A senior judge has questioned why the son of bankrupt billionaire Sean Quinn should be freed from jail.
Lawyers for Sean Quinn Junior are challenging his three-month jail term in Mountjoy and his conviction for not complying with court orders preventing the stripping of a multi-million euro property portfolio.
Brian O’Moore, senior counsel, told the Supreme Court it was legally wrong to imprison him for one allegation of contempt, while his father remained free to recover assets for the former Anglo-Irish Bank despite being convicted of a range of more financially significant claims.
“The bank identified Sean Quinn Senior as the fulcrum of the entire operation,” he added.
But a senior judge made assertions over Mr Quinn Jnr’s contempt amid reports that the Irish Bank Resolution Corporation (IBRC), formerly Anglo, was preparing to introduce new evidence about the extent of asset stripping by the Quinns.

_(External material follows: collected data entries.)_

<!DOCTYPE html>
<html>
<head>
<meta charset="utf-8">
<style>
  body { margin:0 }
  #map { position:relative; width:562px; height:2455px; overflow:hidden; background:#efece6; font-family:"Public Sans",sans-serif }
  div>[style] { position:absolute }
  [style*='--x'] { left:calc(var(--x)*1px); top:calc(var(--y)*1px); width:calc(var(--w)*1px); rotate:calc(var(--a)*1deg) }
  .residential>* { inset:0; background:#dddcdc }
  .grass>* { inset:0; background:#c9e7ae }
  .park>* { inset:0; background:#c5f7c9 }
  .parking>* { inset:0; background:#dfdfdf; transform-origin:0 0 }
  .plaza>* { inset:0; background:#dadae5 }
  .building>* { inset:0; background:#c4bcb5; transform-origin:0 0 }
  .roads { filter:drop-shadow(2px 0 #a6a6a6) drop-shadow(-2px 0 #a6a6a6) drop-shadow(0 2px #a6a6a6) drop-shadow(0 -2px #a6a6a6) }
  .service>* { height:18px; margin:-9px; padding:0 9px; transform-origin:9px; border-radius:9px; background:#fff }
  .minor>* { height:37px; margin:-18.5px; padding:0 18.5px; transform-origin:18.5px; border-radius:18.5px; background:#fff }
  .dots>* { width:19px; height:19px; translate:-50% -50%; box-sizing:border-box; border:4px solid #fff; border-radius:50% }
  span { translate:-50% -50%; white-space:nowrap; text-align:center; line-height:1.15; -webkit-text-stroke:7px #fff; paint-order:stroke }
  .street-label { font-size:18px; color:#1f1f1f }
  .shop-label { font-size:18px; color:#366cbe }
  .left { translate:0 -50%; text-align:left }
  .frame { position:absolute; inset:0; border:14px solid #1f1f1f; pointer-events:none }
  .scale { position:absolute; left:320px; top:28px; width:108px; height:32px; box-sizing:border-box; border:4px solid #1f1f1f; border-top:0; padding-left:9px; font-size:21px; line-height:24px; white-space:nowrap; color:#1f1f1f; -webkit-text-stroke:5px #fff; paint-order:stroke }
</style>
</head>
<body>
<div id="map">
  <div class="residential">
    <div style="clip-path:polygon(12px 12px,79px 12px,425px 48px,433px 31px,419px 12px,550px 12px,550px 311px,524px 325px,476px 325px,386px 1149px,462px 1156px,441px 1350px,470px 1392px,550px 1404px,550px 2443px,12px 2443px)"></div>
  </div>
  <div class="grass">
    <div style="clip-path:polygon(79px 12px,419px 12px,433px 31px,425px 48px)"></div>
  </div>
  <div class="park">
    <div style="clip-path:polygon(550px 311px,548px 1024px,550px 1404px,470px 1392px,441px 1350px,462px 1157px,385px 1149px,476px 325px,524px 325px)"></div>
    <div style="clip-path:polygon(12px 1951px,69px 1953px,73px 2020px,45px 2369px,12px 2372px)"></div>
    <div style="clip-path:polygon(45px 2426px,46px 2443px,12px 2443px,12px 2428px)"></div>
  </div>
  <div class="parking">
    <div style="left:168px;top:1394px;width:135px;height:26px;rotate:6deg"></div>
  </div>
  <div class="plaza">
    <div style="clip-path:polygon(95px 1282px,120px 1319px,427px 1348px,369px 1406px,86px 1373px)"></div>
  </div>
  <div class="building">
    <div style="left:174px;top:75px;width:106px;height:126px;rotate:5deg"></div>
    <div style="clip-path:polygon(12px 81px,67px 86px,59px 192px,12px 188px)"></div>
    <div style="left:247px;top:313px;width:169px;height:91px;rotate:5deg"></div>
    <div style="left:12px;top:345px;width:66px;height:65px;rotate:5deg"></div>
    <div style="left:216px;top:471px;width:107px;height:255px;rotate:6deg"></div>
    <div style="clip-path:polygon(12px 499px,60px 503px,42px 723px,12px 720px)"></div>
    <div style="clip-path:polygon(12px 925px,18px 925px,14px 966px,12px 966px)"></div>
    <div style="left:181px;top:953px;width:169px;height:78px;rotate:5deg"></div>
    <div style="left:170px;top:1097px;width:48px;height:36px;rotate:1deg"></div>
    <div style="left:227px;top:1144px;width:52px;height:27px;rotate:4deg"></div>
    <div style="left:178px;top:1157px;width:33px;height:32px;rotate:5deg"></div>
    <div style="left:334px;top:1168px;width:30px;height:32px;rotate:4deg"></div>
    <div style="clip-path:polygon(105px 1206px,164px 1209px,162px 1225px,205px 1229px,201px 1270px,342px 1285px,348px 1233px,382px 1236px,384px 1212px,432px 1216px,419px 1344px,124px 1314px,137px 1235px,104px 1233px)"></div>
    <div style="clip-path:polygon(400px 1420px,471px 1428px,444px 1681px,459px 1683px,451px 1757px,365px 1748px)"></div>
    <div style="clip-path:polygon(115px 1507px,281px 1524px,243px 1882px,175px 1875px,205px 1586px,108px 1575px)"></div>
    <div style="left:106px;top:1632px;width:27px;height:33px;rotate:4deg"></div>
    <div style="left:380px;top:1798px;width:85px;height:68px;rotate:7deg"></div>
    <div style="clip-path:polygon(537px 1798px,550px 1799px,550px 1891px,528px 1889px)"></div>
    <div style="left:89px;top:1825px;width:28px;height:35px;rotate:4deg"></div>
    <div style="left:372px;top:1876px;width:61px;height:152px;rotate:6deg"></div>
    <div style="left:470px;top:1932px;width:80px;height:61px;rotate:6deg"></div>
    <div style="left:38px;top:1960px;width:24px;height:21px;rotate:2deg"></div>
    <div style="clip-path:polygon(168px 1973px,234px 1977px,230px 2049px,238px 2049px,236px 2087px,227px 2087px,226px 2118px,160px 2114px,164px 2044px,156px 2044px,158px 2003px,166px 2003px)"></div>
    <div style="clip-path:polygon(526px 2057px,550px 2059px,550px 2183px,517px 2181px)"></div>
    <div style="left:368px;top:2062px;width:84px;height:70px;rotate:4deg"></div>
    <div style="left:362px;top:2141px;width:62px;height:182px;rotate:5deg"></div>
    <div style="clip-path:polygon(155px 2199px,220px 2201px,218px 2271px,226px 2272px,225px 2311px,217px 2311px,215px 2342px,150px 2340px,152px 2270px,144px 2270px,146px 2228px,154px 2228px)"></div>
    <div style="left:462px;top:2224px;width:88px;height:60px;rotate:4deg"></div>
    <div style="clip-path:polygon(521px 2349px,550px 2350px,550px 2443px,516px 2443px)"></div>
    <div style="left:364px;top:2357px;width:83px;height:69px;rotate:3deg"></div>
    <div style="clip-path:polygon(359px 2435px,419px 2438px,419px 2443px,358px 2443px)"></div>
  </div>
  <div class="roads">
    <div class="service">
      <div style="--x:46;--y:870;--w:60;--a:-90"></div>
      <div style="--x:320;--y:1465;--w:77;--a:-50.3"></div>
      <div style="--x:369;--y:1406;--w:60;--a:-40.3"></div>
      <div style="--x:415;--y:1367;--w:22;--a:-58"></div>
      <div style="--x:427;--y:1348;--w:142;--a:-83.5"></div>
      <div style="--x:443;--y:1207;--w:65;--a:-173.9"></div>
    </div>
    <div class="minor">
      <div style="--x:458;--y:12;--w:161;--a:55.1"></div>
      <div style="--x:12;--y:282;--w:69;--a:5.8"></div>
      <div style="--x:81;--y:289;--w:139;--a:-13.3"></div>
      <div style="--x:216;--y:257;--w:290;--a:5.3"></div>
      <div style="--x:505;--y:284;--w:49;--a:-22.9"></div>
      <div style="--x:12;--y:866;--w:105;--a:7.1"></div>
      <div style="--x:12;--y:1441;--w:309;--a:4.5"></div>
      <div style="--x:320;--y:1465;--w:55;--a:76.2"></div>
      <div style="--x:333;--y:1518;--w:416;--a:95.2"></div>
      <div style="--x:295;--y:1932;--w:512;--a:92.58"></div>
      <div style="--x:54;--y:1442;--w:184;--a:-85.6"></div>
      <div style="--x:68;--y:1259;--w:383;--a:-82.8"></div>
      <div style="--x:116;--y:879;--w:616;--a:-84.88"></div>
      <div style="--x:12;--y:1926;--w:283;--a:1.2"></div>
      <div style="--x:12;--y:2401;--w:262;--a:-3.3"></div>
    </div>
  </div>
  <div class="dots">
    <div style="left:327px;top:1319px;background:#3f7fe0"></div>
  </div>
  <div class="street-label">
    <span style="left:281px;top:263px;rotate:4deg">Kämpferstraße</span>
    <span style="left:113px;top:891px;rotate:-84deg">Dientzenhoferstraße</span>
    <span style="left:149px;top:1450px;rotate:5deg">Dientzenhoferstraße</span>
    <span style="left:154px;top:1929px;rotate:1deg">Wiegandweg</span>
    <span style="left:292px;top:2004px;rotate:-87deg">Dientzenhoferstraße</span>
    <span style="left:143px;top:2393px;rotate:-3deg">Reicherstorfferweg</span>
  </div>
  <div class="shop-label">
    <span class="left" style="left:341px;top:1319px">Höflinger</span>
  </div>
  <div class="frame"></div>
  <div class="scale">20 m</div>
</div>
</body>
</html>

Mr Justice Donal O’Donnell said lawyers were claiming the 33-year-old was being held as a “hostage for the chief”.
“Here, Mr Quinn Jnr committed a contempt of court, he does not purge that contempt, does not remedy it,” said Mr Justice O’Donnell, sitting on the five judge bench.
“How can he complain about being committed to prison?”
It is expected lawyers for the IBRC will try to detail to the court this afternoon that Quinn Jnr tried to put assets beyond the bank right up until his detention.
Documents reportedly show he was to get €15m if his employment in two companies was terminated and his wife Karen €36m.
It is alleged his cousin Peter Darragh Quinn, on the run in Northern Ireland over a similar contempt conviction, was to get €26m and other relatives were also to receive pay-offs.
The bank maintains the documents were backdated in a bid to cover up asset stripping.
Quinn Jnr, who is on day release from from Mountjoy’s low security training centre, sat at the back of the courtroom with his wife and brothers-in-law Niall McPartland and Stephen Kelly.
He was sentenced along with his cousin Peter Darragh, son of former GAA President Peter Quinn, who remains at large.
His father, once Ireland’s richest man, was spared jail as the bank sought to use him to reverse the alleged asset stripping.
Sean Quinn Snr owes IBRC €2.8bn after running up unprecedented losses through secret stock investments in Anglo as its share price collapsed.
The Quinns admit that they owe €455m but have refused the claims on the rest and have taken a counter-case against the bank over a loans deals.
Counsel for the bank will later present new evidence that claims the Quinn family stood to receive more than €250m in severance fees from Russian companies within their now carved up international property group (IPG).
The contracts were signed weeks before the High Court issued orders, on June 27 2011, banning any interference by the Quinns with their €500m international property group.
Lawyers for Sean Quinn Jnr are not objecting to the admission of the new material.